PROBLEM: Only the lines with the string "tools" are needed; return each of them from the entries below.

BEGIN

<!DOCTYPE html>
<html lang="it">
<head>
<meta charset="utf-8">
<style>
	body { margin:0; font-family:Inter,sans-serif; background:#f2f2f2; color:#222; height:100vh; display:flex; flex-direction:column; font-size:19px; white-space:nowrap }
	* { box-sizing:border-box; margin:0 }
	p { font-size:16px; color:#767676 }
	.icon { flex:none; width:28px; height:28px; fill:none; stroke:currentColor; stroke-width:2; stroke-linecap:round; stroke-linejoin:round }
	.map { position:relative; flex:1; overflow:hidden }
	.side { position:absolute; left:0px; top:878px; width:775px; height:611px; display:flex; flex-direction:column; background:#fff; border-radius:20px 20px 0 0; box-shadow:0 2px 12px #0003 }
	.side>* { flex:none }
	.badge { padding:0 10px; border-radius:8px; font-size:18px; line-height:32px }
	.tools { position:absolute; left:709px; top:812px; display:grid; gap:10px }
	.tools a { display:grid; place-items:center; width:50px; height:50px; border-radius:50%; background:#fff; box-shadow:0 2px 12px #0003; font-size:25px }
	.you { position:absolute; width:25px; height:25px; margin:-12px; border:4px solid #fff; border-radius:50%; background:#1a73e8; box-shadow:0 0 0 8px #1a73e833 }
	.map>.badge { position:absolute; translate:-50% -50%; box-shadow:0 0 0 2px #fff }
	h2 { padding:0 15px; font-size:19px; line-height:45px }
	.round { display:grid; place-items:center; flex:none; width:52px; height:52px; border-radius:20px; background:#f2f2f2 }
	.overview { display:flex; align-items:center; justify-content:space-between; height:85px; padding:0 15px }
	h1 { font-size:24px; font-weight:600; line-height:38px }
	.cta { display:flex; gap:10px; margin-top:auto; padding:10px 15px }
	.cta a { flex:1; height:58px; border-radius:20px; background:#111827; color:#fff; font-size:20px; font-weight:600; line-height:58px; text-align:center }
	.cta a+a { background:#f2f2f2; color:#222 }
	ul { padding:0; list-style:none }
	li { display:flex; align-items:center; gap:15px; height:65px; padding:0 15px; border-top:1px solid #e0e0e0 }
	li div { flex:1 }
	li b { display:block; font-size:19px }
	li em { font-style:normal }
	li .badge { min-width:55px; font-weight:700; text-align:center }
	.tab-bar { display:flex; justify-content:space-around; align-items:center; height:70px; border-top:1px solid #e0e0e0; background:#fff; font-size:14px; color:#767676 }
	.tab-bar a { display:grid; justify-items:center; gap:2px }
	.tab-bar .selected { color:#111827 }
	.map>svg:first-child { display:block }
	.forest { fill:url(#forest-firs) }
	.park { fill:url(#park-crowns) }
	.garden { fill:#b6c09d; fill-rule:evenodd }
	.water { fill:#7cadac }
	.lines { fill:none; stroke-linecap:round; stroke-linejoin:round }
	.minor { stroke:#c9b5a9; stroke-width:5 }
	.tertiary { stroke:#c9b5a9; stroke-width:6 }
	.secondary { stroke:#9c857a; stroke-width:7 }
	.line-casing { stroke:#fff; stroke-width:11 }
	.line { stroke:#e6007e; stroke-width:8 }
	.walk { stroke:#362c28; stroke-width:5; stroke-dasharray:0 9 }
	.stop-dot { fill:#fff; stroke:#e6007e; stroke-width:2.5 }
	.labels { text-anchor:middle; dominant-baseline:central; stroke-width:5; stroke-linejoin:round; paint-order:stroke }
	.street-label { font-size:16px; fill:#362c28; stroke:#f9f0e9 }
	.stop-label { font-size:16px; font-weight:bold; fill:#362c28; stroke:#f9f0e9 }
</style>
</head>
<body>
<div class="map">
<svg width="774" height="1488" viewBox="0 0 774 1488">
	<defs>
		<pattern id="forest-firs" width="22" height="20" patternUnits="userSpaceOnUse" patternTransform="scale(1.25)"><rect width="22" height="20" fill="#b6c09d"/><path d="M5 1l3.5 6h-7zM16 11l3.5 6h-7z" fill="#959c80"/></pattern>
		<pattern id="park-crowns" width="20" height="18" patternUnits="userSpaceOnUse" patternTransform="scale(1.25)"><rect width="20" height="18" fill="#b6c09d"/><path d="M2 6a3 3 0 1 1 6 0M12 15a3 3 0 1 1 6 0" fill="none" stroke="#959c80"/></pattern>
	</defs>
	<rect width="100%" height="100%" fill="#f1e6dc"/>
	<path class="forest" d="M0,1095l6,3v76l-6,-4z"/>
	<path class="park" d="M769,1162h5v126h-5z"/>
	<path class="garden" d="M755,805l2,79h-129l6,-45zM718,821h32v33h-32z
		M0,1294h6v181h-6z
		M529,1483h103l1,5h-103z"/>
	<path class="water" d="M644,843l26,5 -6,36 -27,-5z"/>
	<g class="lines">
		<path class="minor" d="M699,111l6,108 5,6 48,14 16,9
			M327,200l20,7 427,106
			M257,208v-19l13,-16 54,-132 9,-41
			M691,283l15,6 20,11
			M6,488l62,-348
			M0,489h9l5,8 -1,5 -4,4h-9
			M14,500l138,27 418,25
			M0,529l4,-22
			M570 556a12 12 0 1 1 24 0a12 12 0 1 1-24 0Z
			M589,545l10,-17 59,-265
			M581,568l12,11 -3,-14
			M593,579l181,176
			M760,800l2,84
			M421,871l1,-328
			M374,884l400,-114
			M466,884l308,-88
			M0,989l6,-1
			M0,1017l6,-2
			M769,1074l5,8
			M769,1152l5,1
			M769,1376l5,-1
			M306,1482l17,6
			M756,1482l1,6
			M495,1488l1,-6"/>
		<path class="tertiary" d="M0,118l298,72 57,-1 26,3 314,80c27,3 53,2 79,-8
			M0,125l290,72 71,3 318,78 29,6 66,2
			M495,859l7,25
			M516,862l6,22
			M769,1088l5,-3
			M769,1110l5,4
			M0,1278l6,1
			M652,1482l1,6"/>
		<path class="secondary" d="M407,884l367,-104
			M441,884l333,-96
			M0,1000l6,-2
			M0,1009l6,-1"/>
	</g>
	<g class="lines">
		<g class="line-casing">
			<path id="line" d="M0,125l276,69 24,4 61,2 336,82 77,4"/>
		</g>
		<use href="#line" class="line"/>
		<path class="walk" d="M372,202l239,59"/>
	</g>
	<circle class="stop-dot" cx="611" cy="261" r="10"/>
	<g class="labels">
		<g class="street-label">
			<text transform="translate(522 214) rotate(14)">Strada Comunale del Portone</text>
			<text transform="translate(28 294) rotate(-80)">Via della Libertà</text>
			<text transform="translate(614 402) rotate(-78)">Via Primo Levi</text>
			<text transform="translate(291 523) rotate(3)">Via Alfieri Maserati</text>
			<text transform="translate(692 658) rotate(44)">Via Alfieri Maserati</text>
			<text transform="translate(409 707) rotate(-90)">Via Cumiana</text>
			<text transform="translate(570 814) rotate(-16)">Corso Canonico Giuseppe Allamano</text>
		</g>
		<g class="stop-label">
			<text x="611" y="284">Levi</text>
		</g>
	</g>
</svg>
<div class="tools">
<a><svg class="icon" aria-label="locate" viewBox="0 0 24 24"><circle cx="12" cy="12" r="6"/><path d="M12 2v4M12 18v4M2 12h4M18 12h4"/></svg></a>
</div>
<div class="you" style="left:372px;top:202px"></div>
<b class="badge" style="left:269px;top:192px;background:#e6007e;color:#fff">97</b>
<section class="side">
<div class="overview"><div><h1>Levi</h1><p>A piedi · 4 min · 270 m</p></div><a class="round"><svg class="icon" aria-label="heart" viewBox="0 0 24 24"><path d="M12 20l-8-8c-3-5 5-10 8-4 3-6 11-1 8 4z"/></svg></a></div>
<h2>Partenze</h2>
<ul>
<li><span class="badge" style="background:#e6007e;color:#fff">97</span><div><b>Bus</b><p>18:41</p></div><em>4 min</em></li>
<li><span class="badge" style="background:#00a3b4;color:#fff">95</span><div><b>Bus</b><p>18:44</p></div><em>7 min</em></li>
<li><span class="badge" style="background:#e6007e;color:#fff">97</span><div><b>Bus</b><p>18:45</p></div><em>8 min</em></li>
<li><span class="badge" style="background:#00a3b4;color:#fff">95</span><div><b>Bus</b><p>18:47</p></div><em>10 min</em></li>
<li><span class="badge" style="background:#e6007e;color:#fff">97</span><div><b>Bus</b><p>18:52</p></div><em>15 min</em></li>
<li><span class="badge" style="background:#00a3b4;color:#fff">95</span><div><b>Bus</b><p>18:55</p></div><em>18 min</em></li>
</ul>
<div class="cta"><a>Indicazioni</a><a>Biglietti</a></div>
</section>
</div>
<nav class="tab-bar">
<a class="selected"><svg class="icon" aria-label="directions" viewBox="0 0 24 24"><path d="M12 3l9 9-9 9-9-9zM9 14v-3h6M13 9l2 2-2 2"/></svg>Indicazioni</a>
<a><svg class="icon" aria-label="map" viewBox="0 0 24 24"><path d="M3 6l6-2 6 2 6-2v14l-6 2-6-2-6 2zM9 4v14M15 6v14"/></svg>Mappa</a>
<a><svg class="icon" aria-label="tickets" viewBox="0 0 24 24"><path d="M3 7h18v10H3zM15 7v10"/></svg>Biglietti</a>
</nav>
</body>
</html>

END

THE COMPLETED TASK:
	.tools { position:absolute; left:709px; top:812px; display:grid; gap:10px }
	.tools a { display:grid; place-items:center; width:50px; height:50px; border-radius:50%; background:#fff; box-shadow:0 2px 12px #0003; font-size:25px }
<div class="tools">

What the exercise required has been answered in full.